REQUIRED WORK
From the entries underneath, give the number of lines holding the word "markers", without any other words.

DATA SUPPLIED
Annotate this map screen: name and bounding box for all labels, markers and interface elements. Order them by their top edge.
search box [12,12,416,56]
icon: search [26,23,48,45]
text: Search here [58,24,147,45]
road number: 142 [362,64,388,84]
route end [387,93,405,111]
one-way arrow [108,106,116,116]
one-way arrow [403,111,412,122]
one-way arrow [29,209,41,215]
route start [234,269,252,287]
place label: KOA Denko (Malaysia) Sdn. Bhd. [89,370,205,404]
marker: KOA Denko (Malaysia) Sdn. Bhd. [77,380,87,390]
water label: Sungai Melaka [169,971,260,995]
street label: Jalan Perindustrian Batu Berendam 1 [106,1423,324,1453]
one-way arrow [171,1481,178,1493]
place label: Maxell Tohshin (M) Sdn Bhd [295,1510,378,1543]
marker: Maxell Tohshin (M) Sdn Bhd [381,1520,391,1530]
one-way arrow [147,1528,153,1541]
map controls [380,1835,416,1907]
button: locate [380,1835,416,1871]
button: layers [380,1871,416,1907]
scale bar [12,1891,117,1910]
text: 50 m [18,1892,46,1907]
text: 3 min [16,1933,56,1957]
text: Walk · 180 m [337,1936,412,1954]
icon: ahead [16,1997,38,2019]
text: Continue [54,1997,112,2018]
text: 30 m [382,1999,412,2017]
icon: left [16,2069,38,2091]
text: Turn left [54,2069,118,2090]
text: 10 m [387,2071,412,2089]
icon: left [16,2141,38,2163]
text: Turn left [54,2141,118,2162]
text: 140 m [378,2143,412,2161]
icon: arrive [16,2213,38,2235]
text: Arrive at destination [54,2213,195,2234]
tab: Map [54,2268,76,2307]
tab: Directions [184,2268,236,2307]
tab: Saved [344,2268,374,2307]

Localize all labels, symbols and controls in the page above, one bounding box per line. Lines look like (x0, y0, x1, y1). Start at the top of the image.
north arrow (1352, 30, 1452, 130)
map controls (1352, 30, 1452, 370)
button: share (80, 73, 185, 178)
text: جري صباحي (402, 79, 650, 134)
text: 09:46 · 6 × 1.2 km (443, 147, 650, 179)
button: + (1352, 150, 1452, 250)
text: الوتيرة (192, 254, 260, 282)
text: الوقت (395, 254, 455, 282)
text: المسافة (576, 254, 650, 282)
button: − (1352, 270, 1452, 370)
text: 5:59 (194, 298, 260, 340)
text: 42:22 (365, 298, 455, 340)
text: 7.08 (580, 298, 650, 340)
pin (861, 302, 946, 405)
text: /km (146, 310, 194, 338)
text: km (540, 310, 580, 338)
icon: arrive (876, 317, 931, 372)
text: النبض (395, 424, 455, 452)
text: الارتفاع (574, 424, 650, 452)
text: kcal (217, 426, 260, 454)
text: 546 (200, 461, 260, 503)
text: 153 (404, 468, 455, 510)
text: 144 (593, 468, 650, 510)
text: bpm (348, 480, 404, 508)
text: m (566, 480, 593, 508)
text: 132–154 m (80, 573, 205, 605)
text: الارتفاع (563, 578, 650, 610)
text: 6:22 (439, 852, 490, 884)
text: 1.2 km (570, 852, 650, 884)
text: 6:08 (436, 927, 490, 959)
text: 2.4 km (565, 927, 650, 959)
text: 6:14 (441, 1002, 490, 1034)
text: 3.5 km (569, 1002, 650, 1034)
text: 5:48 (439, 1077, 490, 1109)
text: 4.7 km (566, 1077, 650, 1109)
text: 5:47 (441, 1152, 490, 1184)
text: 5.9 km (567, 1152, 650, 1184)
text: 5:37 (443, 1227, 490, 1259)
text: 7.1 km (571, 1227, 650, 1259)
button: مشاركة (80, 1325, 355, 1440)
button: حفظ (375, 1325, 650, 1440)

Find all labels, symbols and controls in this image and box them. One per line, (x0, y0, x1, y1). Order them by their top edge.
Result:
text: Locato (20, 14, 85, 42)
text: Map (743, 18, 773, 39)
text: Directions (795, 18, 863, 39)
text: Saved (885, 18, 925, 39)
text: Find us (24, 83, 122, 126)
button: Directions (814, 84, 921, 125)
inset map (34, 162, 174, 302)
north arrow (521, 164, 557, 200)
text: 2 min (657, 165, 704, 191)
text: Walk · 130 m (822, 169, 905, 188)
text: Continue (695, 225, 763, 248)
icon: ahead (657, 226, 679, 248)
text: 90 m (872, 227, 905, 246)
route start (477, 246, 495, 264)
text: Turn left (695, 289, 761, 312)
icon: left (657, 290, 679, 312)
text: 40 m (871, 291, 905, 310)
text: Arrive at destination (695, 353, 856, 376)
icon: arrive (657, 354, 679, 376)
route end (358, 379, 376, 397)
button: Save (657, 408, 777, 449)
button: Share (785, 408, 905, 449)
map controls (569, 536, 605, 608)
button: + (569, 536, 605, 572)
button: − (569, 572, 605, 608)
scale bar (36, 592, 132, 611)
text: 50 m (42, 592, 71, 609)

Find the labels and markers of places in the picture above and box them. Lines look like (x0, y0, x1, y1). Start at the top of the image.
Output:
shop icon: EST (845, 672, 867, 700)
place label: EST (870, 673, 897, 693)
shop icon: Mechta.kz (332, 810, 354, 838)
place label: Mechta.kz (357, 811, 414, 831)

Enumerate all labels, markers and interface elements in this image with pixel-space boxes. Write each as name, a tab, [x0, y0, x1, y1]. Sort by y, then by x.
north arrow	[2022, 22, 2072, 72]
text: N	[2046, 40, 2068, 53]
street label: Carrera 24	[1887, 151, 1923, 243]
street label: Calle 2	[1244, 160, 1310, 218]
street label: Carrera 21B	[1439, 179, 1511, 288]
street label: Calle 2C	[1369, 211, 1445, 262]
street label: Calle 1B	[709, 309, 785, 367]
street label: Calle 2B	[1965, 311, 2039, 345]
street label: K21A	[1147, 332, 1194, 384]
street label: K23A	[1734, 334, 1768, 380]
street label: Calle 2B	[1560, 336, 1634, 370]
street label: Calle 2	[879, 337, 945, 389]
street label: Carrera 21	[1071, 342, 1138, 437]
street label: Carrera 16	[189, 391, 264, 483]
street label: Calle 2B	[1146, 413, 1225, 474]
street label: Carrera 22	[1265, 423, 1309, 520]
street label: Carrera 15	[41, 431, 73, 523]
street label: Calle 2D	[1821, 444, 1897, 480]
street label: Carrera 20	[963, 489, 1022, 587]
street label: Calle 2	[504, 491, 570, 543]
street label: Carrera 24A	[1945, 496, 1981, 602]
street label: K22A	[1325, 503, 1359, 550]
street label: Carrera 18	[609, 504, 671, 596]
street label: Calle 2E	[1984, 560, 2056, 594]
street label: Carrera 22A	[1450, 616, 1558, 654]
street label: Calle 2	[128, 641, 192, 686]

THE COMPLETED TASK
3